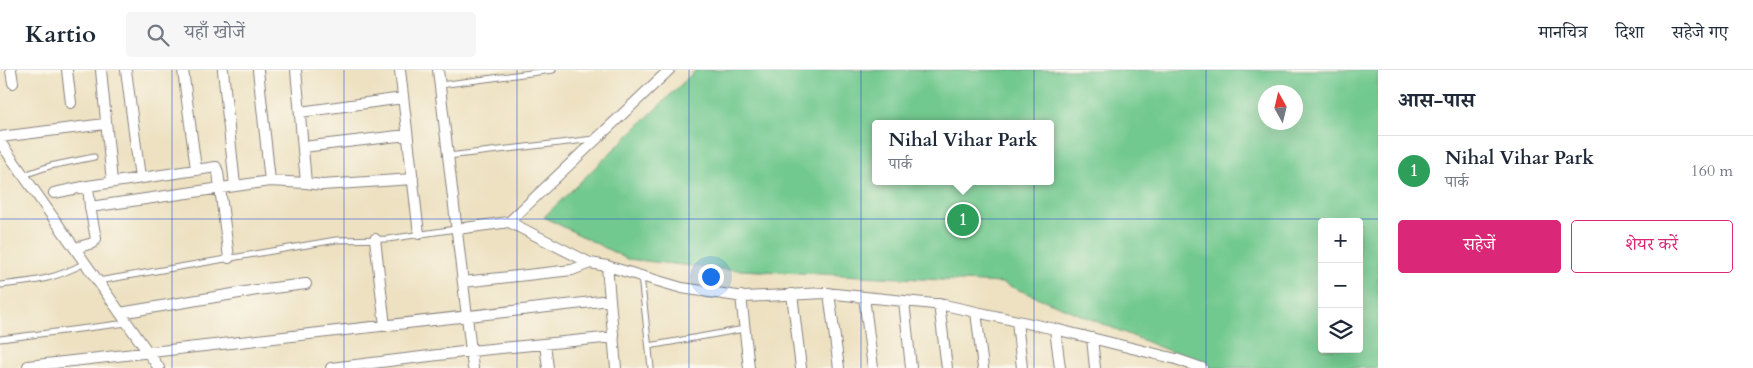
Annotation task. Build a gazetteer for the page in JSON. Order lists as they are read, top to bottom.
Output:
{
  "north": "top",
  "page": {
    "header": "Kartio",
    "search": "यहाँ खोजें",
    "nav": ["मानचित्र", "दिशा", "सहेजे गए"],
    "heading": "आस-पास",
    "popup": ["Nihal Vihar Park", "पार्क"],
    "list": [
      {
        "mark": "1",
        "name": "Nihal Vihar Park",
        "note": "पार्क",
        "value": "160 m"
      }
    ],
    "pins": "1",
    "buttons": ["सहेजें", "शेयर करें"],
    "map_buttons": ["+", "−"]
  }
}
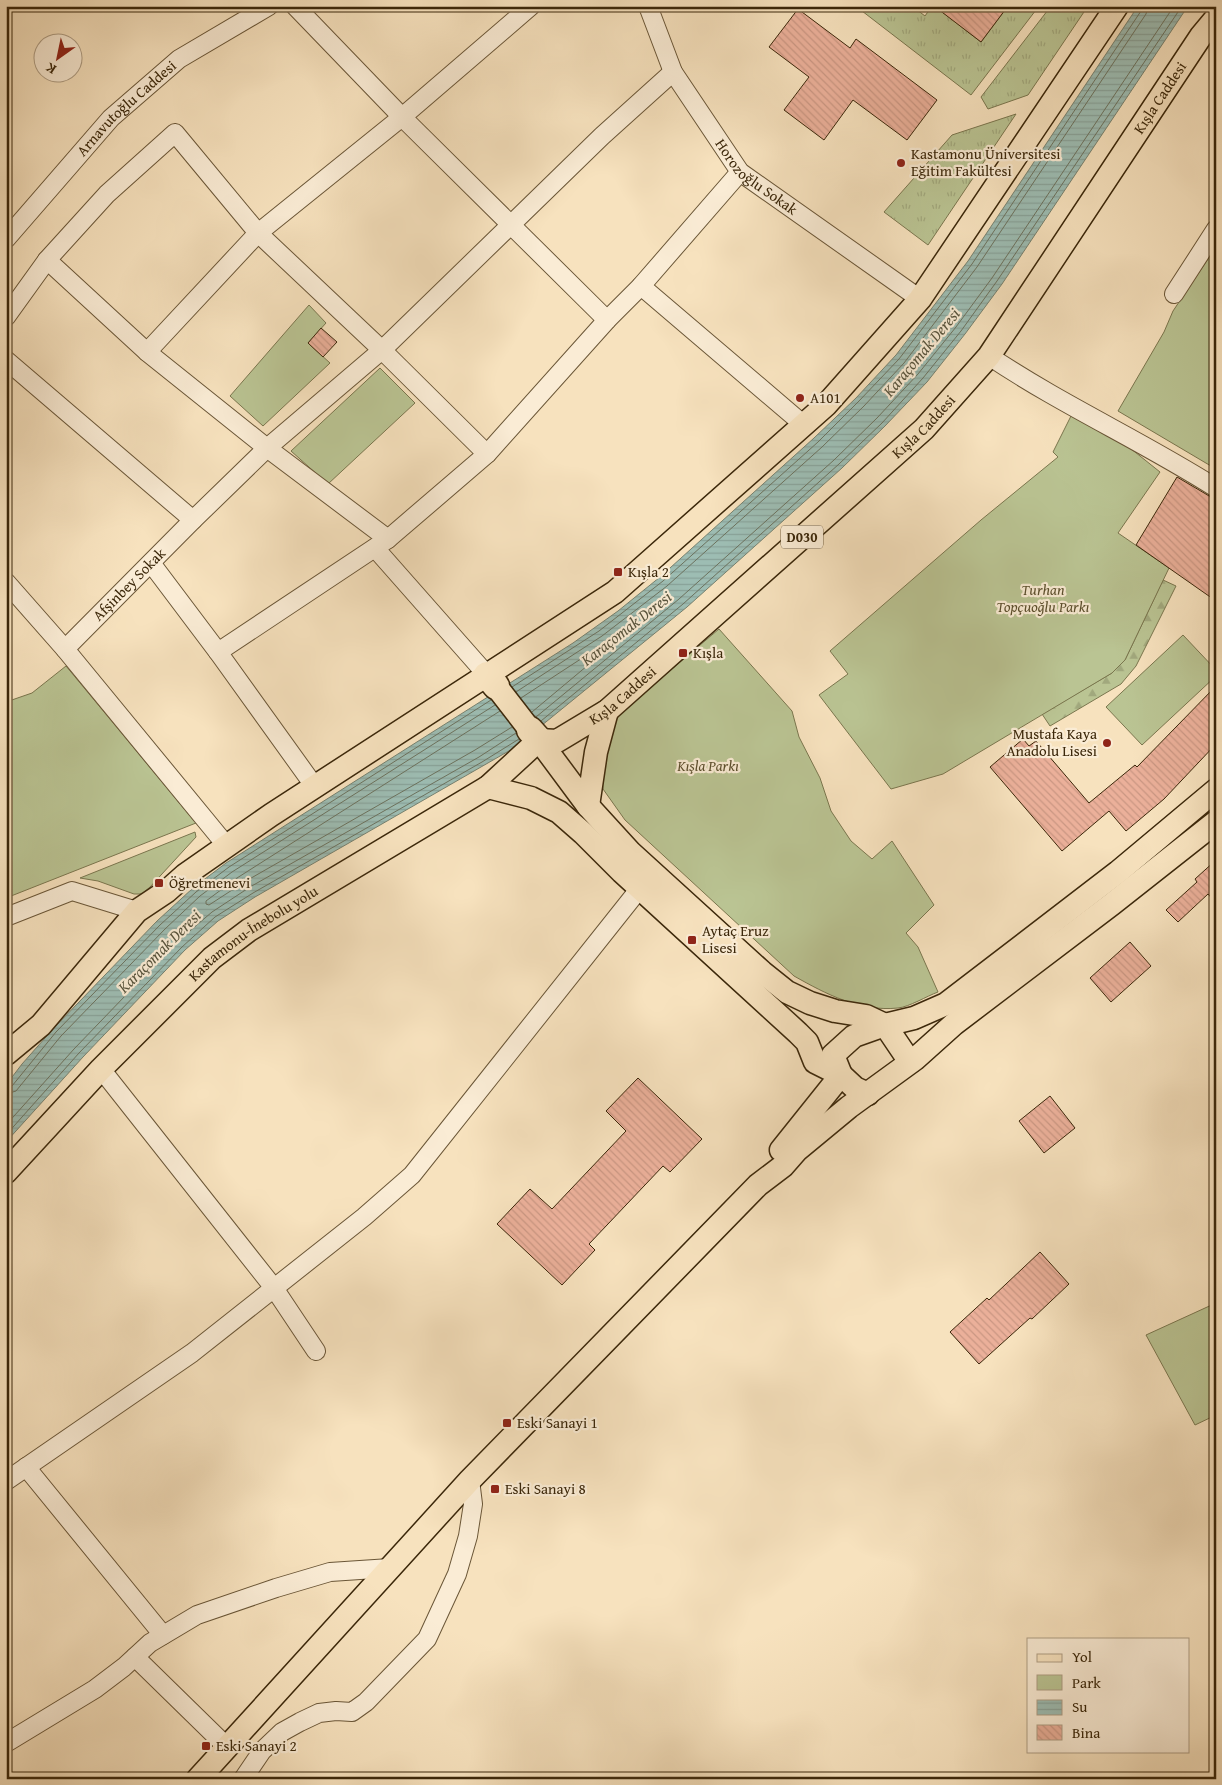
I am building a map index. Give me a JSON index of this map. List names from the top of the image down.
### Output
{
  "streets": {
    "main road": ["Kışla Caddesi", "D030", "Kastamonu-İnebolu yolu"],
    "street": ["Arnavutoğlu Caddesi", "Horozoğlu Sokak", "Afşinbey Sokak"]
  },
  "crossings": [
    ["Kışla Caddesi", "Kastamonu-İnebolu yolu"],
    ["Horozoğlu Sokak", "Afşinbey Sokak"]
  ],
  "water": ["Karaçomak Deresi"],
  "parks": ["Turhan Topçuoğlu Parkı", "Kışla Parkı"],
  "places": {
    "other": ["Kastamonu Üniversitesi Eğitim Fakültesi", "A101", "Mustafa Kaya Anadolu Lisesi"],
    "transit": [
      "Kışla 2",
      "Kışla",
      "Öğretmenevi",
      "Aytaç Eruz Lisesi",
      "Eski Sanayi 1",
      "Eski Sanayi 8",
      "Eski Sanayi 2"
    ]
  },
  "legend": [
    "Yol",
    "Park",
    "Su",
    "Bina"
  ],
  "north": "bottom left"
}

══════════

:: WHAT IS BEING ASKED ::
A faithful, word-for-word copy of the records above, pictures left out, is the answer.

:: ANSWER ::
Annotation task. Build a gazetteer for the page in JSON. Order lists as they are read, top to bottom.
Output:
{
  "north": "top",
  "page": {
    "header": "Kartio",
    "search": "यहाँ खोजें",
    "nav": ["मानचित्र", "दिशा", "सहेजे गए"],
    "heading": "आस-पास",
    "popup": ["Nihal Vihar Park", "पार्क"],
    "list": [
      {
        "mark": "1",
        "name": "Nihal Vihar Park",
        "note": "पार्क",
        "value": "160 m"
      }
    ],
    "pins": "1",
    "buttons": ["सहेजें", "शेयर करें"],
    "map_buttons": ["+", "−"]
  }
}
I am building a map index. Give me a JSON index of this map. List names from the top of the image down.
### Output
{
  "streets": {
    "main road": ["Kışla Caddesi", "D030", "Kastamonu-İnebolu yolu"],
    "street": ["Arnavutoğlu Caddesi", "Horozoğlu Sokak", "Afşinbey Sokak"]
  },
  "crossings": [
    ["Kışla Caddesi", "Kastamonu-İnebolu yolu"],
    ["Horozoğlu Sokak", "Afşinbey Sokak"]
  ],
  "water": ["Karaçomak Deresi"],
  "parks": ["Turhan Topçuoğlu Parkı", "Kışla Parkı"],
  "places": {
    "other": ["Kastamonu Üniversitesi Eğitim Fakültesi", "A101", "Mustafa Kaya Anadolu Lisesi"],
    "transit": [
      "Kışla 2",
      "Kışla",
      "Öğretmenevi",
      "Aytaç Eruz Lisesi",
      "Eski Sanayi 1",
      "Eski Sanayi 8",
      "Eski Sanayi 2"
    ]
  },
  "legend": [
    "Yol",
    "Park",
    "Su",
    "Bina"
  ],
  "north": "bottom left"
}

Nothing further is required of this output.